[GIVEN INFORMATION — start]
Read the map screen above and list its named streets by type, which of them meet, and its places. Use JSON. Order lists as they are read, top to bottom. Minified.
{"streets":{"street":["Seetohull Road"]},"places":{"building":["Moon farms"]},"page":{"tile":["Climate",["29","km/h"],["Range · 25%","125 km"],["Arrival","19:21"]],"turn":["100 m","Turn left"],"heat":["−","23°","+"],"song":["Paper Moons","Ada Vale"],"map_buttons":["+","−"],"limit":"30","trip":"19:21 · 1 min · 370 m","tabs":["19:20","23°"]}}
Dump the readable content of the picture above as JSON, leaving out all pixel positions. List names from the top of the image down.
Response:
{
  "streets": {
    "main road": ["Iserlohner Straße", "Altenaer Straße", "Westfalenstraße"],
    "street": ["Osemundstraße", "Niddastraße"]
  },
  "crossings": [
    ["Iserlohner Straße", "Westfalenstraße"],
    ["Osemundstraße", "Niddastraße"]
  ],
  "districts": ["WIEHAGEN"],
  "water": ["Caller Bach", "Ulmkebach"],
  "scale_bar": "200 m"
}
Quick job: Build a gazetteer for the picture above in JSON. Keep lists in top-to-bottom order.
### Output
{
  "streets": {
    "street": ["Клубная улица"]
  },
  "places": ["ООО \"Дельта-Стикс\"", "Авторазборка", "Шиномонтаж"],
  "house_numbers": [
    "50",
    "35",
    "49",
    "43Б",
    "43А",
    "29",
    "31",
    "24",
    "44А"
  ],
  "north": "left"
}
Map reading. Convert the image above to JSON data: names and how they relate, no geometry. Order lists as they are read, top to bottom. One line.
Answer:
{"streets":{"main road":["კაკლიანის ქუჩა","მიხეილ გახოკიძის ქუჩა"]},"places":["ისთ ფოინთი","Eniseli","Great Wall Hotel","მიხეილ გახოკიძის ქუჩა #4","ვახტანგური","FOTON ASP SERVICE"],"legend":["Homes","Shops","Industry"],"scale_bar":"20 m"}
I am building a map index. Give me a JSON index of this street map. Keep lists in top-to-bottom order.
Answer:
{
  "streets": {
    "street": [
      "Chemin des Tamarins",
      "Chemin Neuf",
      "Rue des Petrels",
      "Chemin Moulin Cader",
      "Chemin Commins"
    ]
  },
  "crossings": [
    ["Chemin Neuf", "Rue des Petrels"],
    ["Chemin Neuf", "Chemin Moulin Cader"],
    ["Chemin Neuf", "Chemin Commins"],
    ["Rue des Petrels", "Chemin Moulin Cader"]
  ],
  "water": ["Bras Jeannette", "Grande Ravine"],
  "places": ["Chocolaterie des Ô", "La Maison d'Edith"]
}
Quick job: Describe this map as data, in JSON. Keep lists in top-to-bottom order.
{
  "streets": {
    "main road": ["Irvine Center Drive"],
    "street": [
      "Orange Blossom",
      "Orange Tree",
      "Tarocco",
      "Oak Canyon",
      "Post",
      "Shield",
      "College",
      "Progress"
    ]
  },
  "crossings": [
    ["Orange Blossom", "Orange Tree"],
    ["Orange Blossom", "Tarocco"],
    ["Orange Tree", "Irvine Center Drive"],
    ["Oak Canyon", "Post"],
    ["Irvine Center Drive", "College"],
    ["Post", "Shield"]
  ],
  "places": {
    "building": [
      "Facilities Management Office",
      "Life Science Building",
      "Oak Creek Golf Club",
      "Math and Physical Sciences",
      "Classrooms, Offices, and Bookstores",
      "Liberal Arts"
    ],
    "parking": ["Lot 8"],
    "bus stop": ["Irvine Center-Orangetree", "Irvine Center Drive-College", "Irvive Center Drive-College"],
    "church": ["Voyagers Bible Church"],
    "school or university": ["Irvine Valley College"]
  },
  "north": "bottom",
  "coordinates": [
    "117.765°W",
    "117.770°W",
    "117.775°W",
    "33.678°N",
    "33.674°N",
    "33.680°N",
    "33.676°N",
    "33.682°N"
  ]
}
[GIVEN INFORMATION — finish]
### PROBLEM DESCRIPTION
Read through the entries above and copy each line that has the string "image" in it.

### REPLY TO THE EXERCISE
Dump the readable content of the picture above as JSON, leaving out all pixel positions. List names from the top of the image down.
Map reading. Convert the image above to JSON data: names and how they relate, no geometry. Order lists as they are read, top to bottom. One line.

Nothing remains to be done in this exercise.